A Baptist church in Buffalo, NY just opened a franchised sandwich shop on their parish grounds. It took them a year to build it.

theithacajournal.com/news/stories/20030707/localnews/602972.html

The idea is to provide income for the church, but also to provide job training for members of the community.


#11

And I am Marie of Romania.

Mercygate–LOL, from another Dorothy Parker fan. When I saw that quote, I did a double take, because that happens to be my sister’s “signature line” in our correspondence!

I don’t like bingo, raffles, 50/50, etc. either. Personally, I’d rather have donations taken for some excellent causes–and then donated, if possible, anonymously. After all, IMO that is what real giving, or charity, is all about, anyway. “Let not your right hand know what your left is doing” and all that. If people absolutely can’t FUNCTION without some sort of “reward” system, bring back the gold stars and happy angel stamps of my childhood–or some nice holy cards.

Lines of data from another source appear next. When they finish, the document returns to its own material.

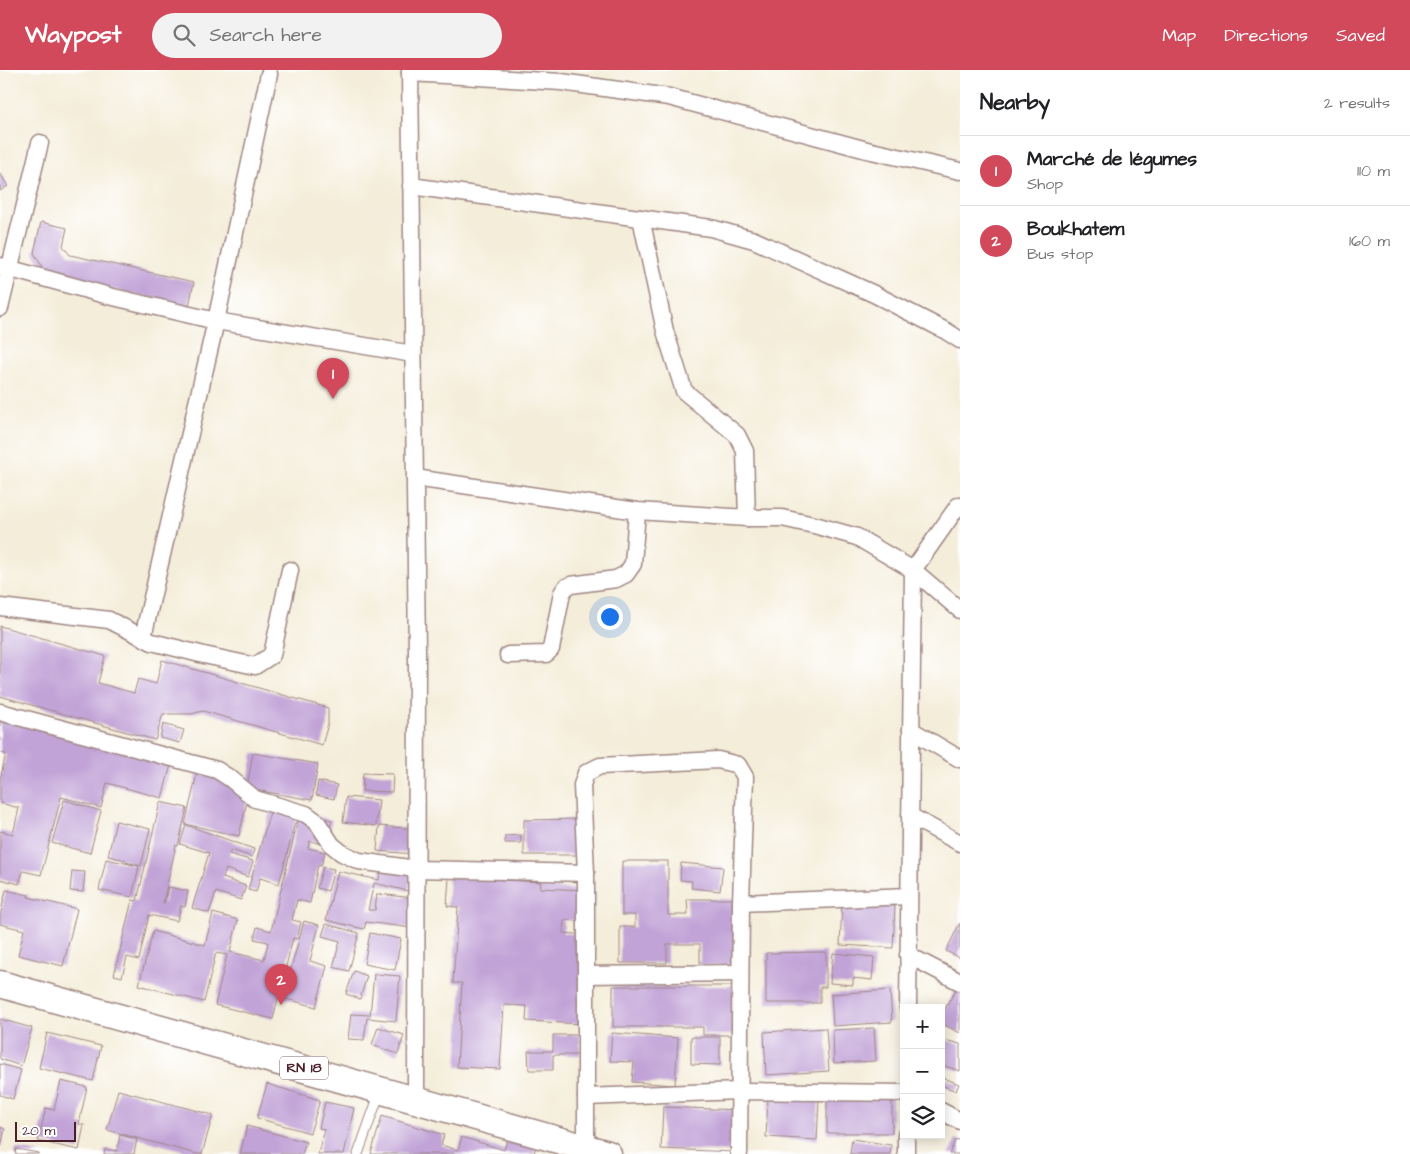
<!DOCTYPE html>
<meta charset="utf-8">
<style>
body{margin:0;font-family:"Architects Daughter",sans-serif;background:#f2f2f2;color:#202124}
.controls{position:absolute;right:15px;bottom:15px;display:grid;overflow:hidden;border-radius:0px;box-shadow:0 2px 12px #0003}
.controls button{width:45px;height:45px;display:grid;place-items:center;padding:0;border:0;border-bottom:1px solid #e0e0e0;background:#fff;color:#202124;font:25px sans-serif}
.scale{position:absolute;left:15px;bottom:12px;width:61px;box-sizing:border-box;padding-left:5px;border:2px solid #4a1f2b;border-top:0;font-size:14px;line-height:18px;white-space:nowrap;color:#4a1f2b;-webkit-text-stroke:4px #fff;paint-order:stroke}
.you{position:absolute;left:609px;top:546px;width:18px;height:18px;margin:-12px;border:4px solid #fff;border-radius:50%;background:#1a73e8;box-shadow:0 0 0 8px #1a73e833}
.badge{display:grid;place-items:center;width:32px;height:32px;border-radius:50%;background:#d1495b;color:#fff;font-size:16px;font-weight:700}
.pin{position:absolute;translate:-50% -41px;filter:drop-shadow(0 1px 2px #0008)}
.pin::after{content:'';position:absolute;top:26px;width:18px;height:15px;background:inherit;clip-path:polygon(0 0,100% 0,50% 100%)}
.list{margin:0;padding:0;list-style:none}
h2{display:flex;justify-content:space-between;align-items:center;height:65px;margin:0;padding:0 20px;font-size:21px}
h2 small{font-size:16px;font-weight:400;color:#757577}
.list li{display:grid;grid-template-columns:32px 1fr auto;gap:15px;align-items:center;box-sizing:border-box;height:70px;padding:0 20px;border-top:1px solid #e0e0e0}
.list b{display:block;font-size:19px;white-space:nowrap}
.list p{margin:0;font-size:16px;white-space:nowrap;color:#757577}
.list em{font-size:16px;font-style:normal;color:#757577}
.icon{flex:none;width:28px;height:28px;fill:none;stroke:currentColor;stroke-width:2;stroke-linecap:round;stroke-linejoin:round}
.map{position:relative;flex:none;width:960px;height:1084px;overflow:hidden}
header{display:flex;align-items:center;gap:30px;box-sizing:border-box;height:70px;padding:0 25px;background:#d1495b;color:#fff}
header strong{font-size:24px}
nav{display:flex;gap:28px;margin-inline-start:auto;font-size:18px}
.search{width:350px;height:45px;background:#f2f2f2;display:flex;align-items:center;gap:12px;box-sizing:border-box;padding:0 18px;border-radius:28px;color:#757577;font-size:19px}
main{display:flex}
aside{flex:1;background:#fff}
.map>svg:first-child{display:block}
</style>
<header>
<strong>Waypost</strong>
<div class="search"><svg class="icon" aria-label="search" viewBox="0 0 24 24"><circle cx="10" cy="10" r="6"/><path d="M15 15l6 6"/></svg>Search here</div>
<nav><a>Map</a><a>Directions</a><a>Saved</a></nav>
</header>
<main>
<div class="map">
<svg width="960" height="1084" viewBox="0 0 960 1084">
<rect width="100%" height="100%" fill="#fff"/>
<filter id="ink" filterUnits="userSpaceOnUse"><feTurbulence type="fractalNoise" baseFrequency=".02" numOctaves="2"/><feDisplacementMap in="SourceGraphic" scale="10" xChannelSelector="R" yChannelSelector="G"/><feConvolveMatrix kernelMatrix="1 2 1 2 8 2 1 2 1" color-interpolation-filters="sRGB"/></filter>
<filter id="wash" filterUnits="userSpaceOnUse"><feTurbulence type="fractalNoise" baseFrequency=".0096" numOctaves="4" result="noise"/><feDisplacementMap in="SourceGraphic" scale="20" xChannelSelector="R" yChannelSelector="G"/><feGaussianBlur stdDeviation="1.12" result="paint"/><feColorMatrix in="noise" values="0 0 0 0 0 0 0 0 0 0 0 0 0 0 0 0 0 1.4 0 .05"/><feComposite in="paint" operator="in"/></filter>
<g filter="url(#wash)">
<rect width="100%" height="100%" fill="#f4edd9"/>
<g id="blocks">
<g fill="#c1a3d7">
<polygon points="0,103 8,116 0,121"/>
<polygon points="41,152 67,158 63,176 70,185 194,212 189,236 47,205 34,183"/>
<polygon points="0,556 105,586 98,613 134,623 138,609 156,614 162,590 328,638 328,654 322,675 203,641 191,644 163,644 155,670 0,626"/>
<polygon points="0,647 172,691 162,728 107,713 101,738 61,727 41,805 23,801 19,814 0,809 0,761 13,764 19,738 0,733 0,709 6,684 0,683"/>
<polygon points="163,654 184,660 180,673 160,668"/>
<polygon points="253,683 318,694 312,730 250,719 239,766 185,754 198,700 248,712"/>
<polygon points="363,703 393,704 392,722 362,721"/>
<polygon points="318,711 337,715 334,729 316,725"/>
<polygon points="346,727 379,730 376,756 343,752"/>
<polygon points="64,730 101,741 90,783 52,773"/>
<polygon points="160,732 187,738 178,776 176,775 163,833 164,833 168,817 188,821 185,837 181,836 177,851 149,845 139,890 127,887 122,907 114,905 132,830 137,831"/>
<polygon points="272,735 298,742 279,814 260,808 256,822 248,820"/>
<polygon points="300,742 332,750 325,775 310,771 308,778 325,782 321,796 318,795 310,833 297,830 292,850 301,852 297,869 293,868 273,949 215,935 227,885 216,883 204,932 139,915 153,861 205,875 213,843 238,850 230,882 264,890 268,872 254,869 257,857 271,861"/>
<polygon points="583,749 584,785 524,785 524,750"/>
<polygon points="116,751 150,759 141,796 126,792 126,790 108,786"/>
<polygon points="186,755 254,779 252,787 231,780 229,784 253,791 248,807 226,799 223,808 246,816 241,830 216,822 209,843 192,838 209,783 180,774"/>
<polygon points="379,756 417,759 414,784 377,781"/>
<polygon points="521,765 521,773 505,773 505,766"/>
<polygon points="106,789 139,796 132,827 99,820"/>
<polygon points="622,791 668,791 668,845 688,845 687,829 739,829 739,895 700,895 700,874 667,874 667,893 620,893 620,857 635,857 635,845 622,845"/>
<polygon points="681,793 723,797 720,821 691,818 692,811 680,810"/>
<polygon points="382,794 413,801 408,821 374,813 368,840 375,840 377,824 415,828 412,858 366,852 364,859 326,850 338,801 379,810"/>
<polygon points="323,797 334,799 328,821 317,818"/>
<polygon points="72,801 85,802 83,822 70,821"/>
<polygon points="449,807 541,812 540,818 583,820 581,851 564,850 563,863 588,865 583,954 526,951 527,936 504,935 500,999 457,997 462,913 453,913 458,837 447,836"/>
<polygon points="6,820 29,825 28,827 77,839 63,896 18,885 24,860 0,854 0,846"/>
<polygon points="842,833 895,836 893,878 840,875"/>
<polygon points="304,851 319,855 310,891 327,896 316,937 283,928"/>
<polygon points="960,853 960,888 946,881"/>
<polygon points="326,854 359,863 349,901 333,897 340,871 322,866"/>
<polygon points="370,863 401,869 395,900 364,894"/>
<polygon points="826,882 826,917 820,917 820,933 766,933 766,883"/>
<polygon points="833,883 874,887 872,910 853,908 853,915 830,913"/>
<polygon points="354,901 367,906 360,929 346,924"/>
<polygon points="374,904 400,906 396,951 367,948 364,970 348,969 351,944 370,945"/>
<polygon points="959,914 960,915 960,963 941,953 941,946"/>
<polygon points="613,916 736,916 737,965 703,965 703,957 613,957"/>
<polygon points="890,920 892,952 833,956 831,924"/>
<polygon points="0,949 32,958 21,996 0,989"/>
<polygon points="378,957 404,965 398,984 372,975"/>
<polygon points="826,958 829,1001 766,1005 764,962"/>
<polygon points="874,958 876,991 834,993 833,960"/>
<polygon points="47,963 101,976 93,1011 39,998"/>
<polygon points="612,963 678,968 675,1015 632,1012 634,992 610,991"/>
<polygon points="553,965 580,965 580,985 553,985 553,1000 529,1000 528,981 553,981"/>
<polygon points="691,967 720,967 720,995 691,994"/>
<polygon points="941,969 960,974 960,1001 941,995"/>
<polygon points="0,994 21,1000 13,1029 0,1025"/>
<polygon points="941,1007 959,1014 956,1021 941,1015"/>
<polygon points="61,1011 87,1017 79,1054 84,1055 79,1080 38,1071 46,1038 54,1040"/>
<polygon points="267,1014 320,1030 310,1063 257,1048"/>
<polygon points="118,1020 213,1045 202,1084 197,1084 107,1060"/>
<rect x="827" y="1025" width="65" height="38"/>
<polygon points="768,1028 819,1030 817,1070 766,1067"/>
<polygon points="325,1032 354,1038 344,1084 318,1084 324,1059 319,1058"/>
<polygon points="663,1037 738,1040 736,1082 661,1079"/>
<polygon points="382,1046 444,1065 441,1075 458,1080 462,1067 504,1080 508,1067 536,1076 534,1084 371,1084"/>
<polygon points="247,1056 306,1072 302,1084 240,1084"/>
<polygon points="0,1057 5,1059 1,1077 0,1077"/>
<polygon points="120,1065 137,1069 134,1084 104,1084 105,1079 117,1081"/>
<polygon points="852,1069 891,1075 890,1084 850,1084"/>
<polygon points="956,1069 960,1071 960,1084 949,1084"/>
<polygon points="16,1079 39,1083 38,1084 15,1084"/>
</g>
</g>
</g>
<g filter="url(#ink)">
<use href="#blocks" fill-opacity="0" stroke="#9f8682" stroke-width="1"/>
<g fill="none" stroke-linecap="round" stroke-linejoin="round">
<defs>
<polyline id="service" points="358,1084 380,1022"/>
<g id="minor">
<polyline points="410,0 417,582 416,1029"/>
<polyline points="410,3 561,12 669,27 867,80 960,101"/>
<polyline points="411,116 711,158 754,170 874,224 946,261 960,270"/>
<polyline points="641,148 665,261 684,321 737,365 745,381 747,448"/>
<polyline points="0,196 109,226 216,251 413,284"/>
<polyline points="0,238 40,73"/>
<polyline points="415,408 637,441 747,448 782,448 818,456 857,467 913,500 960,540"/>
<polyline points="0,537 109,550 152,572 204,585 255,596 272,585 290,500"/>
<polyline points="143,567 216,251 269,4"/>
<polyline points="508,585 546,584 551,579 562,523 566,517 571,515 616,509 626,504 633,494 637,441"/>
<polyline points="0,642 217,700 231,709 255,729 306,744 317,752 332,775 342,783 359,791 416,799 586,803"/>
<polyline points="911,660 960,689"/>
<polyline points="910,746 960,773"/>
<polyline points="741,833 909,826"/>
<polyline points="908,885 960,912"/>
<polyline points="586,905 740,903"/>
<polyline points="908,938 913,500 958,436 960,436"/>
<polyline points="586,1027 740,1021 904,1023"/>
<polyline points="941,1041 960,1051"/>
<polyline points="586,1078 586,803 582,715 586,703 600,696 718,690 738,695 745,707 741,833 739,1084"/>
<polyline points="906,1084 906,1065"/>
</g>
<polyline id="primary" points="0,914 608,1084"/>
</defs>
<use href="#service" stroke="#9f8682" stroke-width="11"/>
<use href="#minor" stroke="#9f8682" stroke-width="19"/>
<use href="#primary" stroke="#9f8682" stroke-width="29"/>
<use href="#service" stroke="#fff" stroke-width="9"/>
<use href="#minor" stroke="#fff" stroke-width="16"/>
<use href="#primary" stroke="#fff" stroke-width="26"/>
</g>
</g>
<g text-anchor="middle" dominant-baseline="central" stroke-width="4.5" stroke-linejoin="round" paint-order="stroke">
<rect fill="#fff" stroke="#80626b" stroke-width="1" x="280" y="986.5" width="48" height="23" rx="4"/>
<g font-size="14" font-weight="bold" fill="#4a1f2b">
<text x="304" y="998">RN 18</text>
</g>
</g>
</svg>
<div class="controls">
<button>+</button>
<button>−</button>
<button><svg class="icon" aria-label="layers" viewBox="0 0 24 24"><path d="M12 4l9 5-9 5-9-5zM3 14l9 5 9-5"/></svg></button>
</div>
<div class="scale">20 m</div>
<div class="you"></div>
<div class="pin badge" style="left:333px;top:329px">1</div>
<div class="pin badge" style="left:281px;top:935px">2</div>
</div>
<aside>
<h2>Nearby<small>2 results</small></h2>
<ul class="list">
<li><span class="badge">1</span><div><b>Marché de légumes</b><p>Shop</p></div><em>110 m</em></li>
<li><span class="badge">2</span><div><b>Boukhatem</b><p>Bus stop</p></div><em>160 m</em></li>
</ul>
</aside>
</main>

Sometimes it seems that materialism has infested EVERYTHING, doesn’t it?


#12

Those things are not benefiting the person selling at all. That is the difference. Infact the seller is usually giving of himself (time).


#13

[quote=rarndt01]In Jesus’ time when the sellers and traders were selling goods it was IN THE TEMPLE itself. That’s what made Jesus angry. The same today. No Catholic church has raffles, dinners or Bingo in the sanctuary at all. Only in the hall.
[/quote]

This distinction doesn’t work.

The Temple was divided into several areas, much like a modern church campus.

The moneychangers were NOT in the Holy of Holies, the Holy Place, the Court of Priests (where the offerings were sacrificed), nor the Court of Israel (where the services were held). They weren’t even in the Court of Women, but rather in the Court of Gentiles… the outermost portion of the temple grounds where anyone was allowed–very anagulous to the modern Church Hall.